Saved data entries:
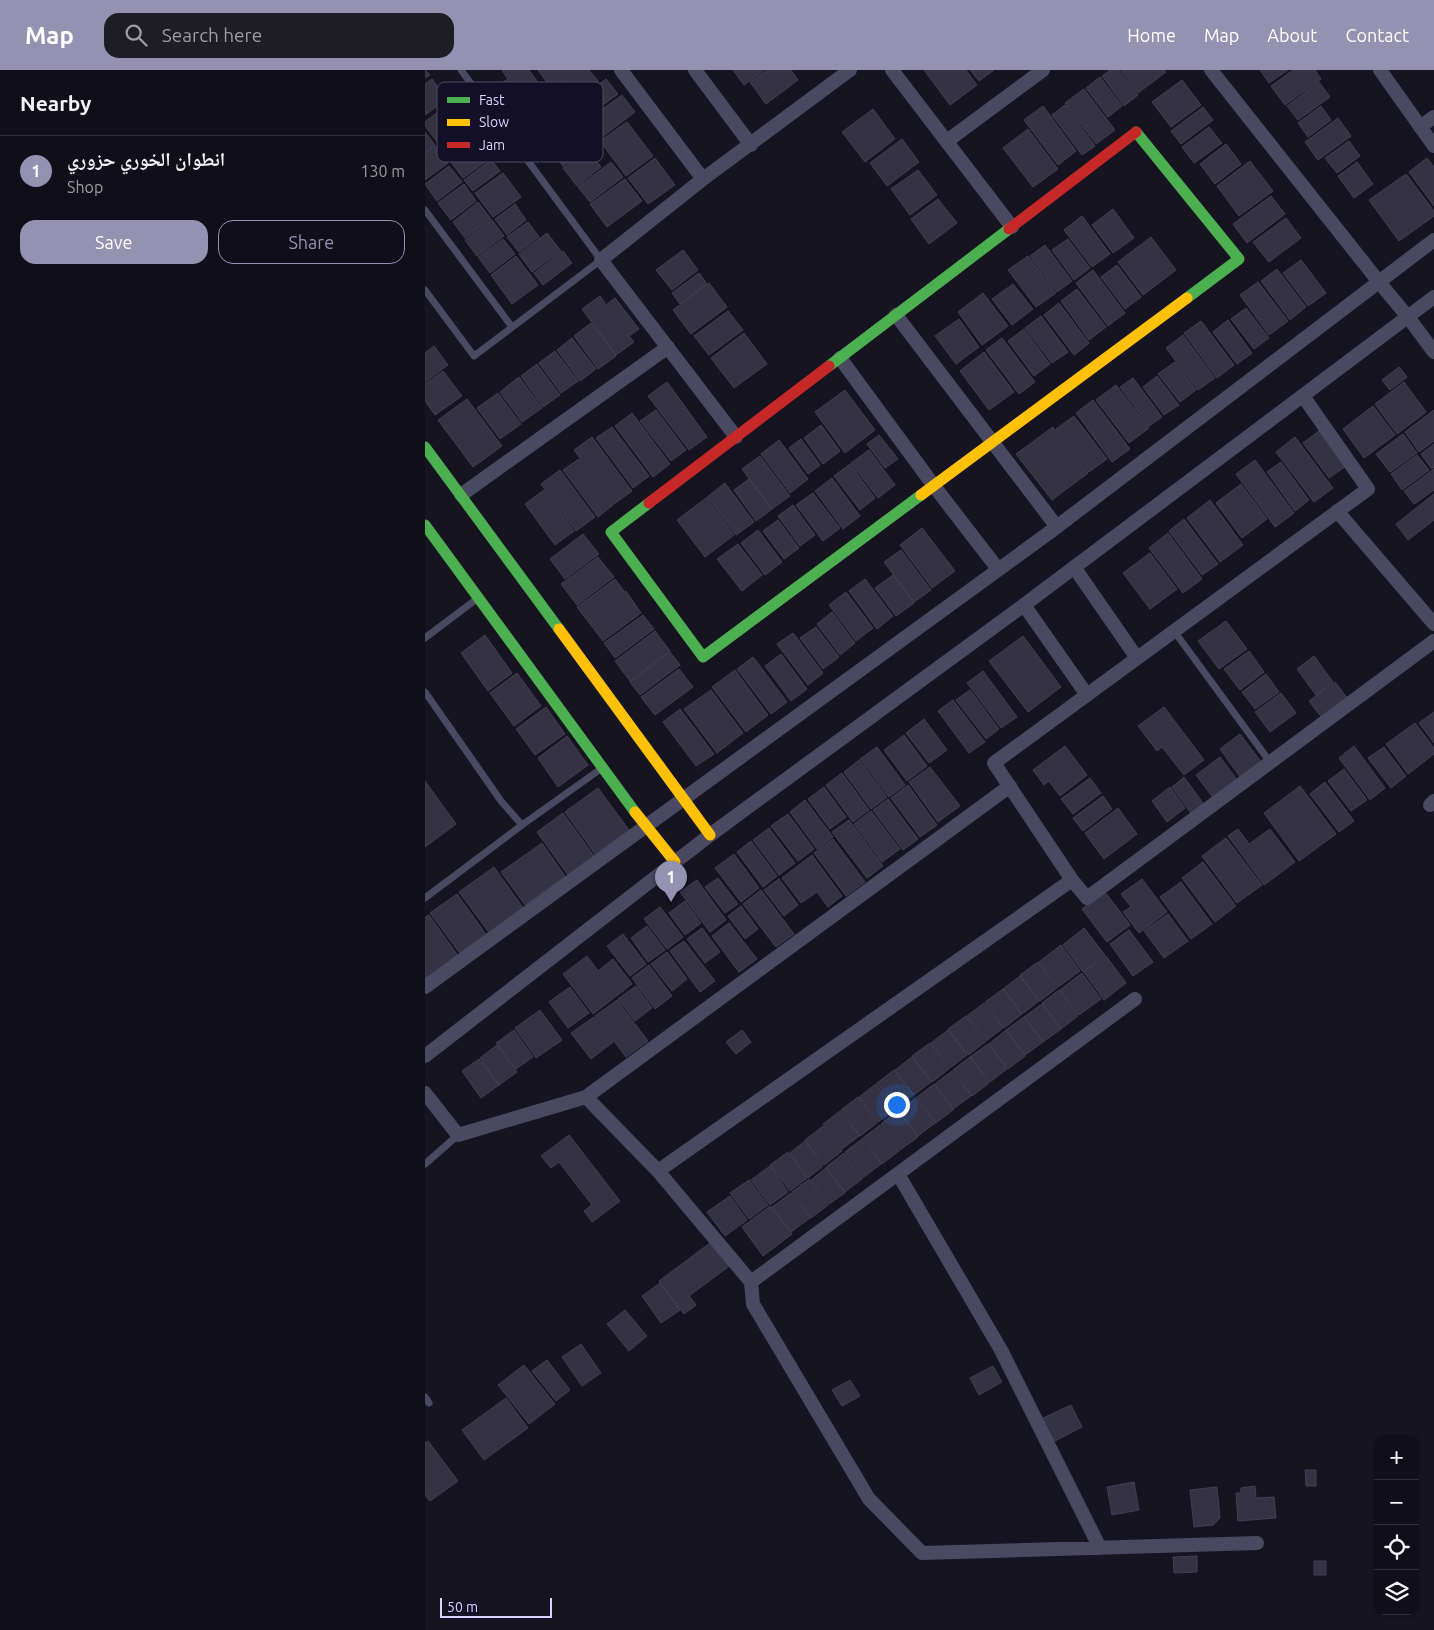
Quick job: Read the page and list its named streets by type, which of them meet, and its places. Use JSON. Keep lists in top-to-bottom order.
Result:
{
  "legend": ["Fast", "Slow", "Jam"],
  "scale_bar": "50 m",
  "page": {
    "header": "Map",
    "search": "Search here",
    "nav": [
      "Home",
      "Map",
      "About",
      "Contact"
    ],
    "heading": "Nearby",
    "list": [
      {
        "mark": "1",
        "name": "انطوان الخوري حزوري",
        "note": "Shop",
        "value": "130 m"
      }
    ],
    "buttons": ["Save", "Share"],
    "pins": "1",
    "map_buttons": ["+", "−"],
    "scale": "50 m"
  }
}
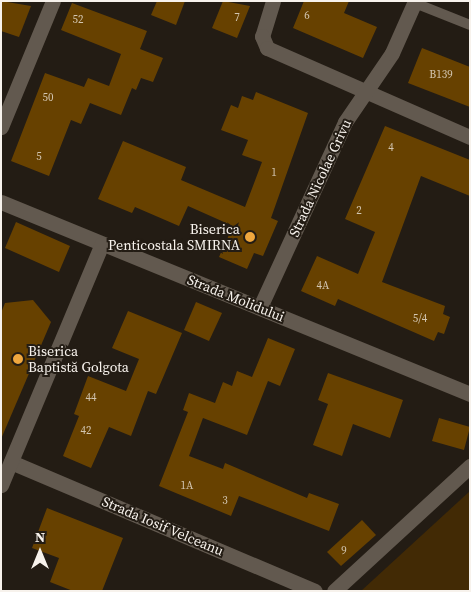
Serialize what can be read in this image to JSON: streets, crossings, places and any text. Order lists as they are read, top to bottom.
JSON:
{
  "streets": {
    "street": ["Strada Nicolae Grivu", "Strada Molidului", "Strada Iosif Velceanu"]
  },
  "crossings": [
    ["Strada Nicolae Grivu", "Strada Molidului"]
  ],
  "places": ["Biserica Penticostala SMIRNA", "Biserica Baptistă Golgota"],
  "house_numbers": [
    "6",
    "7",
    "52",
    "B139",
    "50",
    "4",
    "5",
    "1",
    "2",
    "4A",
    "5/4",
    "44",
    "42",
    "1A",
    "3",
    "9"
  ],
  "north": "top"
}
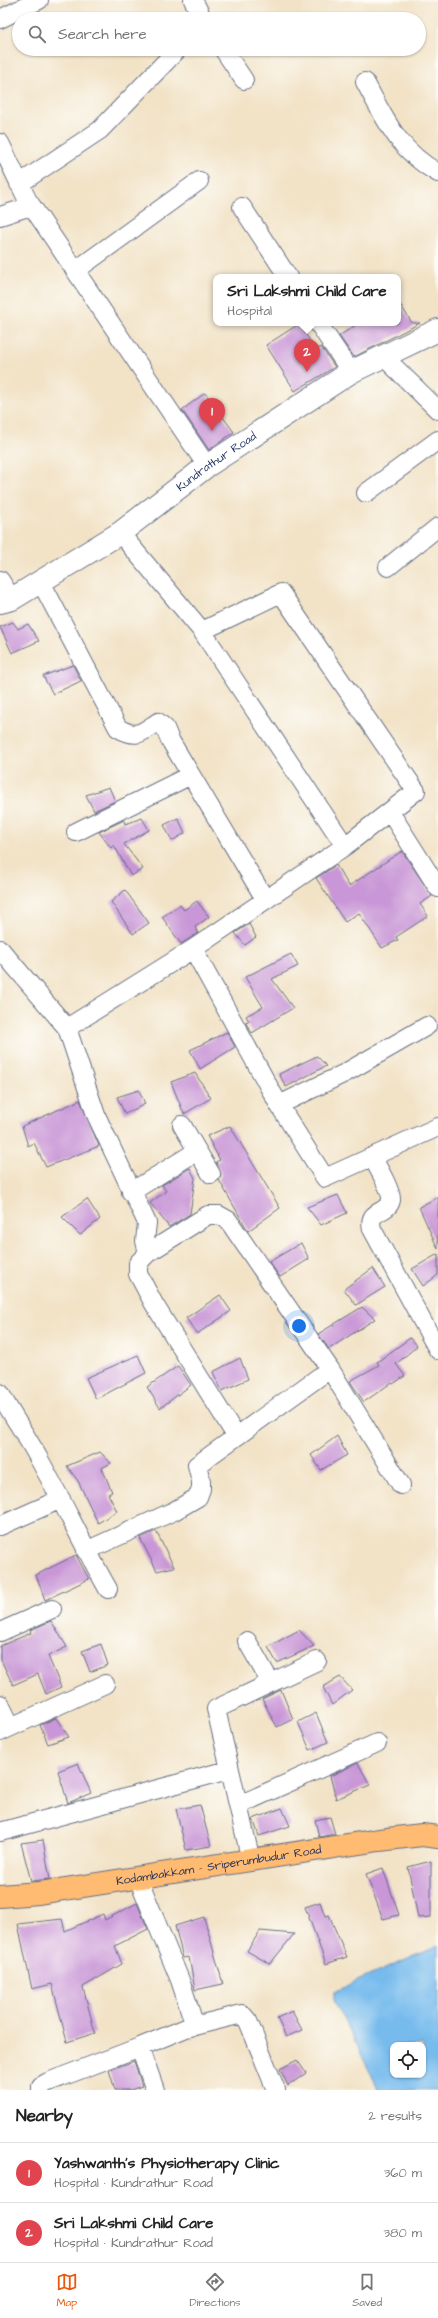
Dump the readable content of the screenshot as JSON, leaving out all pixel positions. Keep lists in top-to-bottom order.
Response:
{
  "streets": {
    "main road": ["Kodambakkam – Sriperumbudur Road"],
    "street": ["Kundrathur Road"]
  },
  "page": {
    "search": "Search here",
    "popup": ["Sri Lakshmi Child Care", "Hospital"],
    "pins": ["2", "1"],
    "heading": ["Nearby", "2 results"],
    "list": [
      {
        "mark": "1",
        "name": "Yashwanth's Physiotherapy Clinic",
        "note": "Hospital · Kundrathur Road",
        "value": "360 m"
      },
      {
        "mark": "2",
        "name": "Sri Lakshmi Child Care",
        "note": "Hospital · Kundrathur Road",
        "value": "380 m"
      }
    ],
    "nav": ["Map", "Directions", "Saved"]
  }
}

● WHAT THIS TASK INVOLVES
Your task is to return every entry exactly as it was written, with the pictures removed.

● RESPONSE TO THIS TASK
Quick job: Read the page and list its named streets by type, which of them meet, and its places. Use JSON. Keep lists in top-to-bottom order.
Result:
{
  "legend": ["Fast", "Slow", "Jam"],
  "scale_bar": "50 m",
  "page": {
    "header": "Map",
    "search": "Search here",
    "nav": [
      "Home",
      "Map",
      "About",
      "Contact"
    ],
    "heading": "Nearby",
    "list": [
      {
        "mark": "1",
        "name": "انطوان الخوري حزوري",
        "note": "Shop",
        "value": "130 m"
      }
    ],
    "buttons": ["Save", "Share"],
    "pins": "1",
    "map_buttons": ["+", "−"],
    "scale": "50 m"
  }
}
Serialize what can be read in this image to JSON: streets, crossings, places and any text. Order lists as they are read, top to bottom.
JSON:
{
  "streets": {
    "street": ["Strada Nicolae Grivu", "Strada Molidului", "Strada Iosif Velceanu"]
  },
  "crossings": [
    ["Strada Nicolae Grivu", "Strada Molidului"]
  ],
  "places": ["Biserica Penticostala SMIRNA", "Biserica Baptistă Golgota"],
  "house_numbers": [
    "6",
    "7",
    "52",
    "B139",
    "50",
    "4",
    "5",
    "1",
    "2",
    "4A",
    "5/4",
    "44",
    "42",
    "1A",
    "3",
    "9"
  ],
  "north": "top"
}
Dump the readable content of the screenshot as JSON, leaving out all pixel positions. Keep lists in top-to-bottom order.
Response:
{
  "streets": {
    "main road": ["Kodambakkam – Sriperumbudur Road"],
    "street": ["Kundrathur Road"]
  },
  "page": {
    "search": "Search here",
    "popup": ["Sri Lakshmi Child Care", "Hospital"],
    "pins": ["2", "1"],
    "heading": ["Nearby", "2 results"],
    "list": [
      {
        "mark": "1",
        "name": "Yashwanth's Physiotherapy Clinic",
        "note": "Hospital · Kundrathur Road",
        "value": "360 m"
      },
      {
        "mark": "2",
        "name": "Sri Lakshmi Child Care",
        "note": "Hospital · Kundrathur Road",
        "value": "380 m"
      }
    ],
    "nav": ["Map", "Directions", "Saved"]
  }
}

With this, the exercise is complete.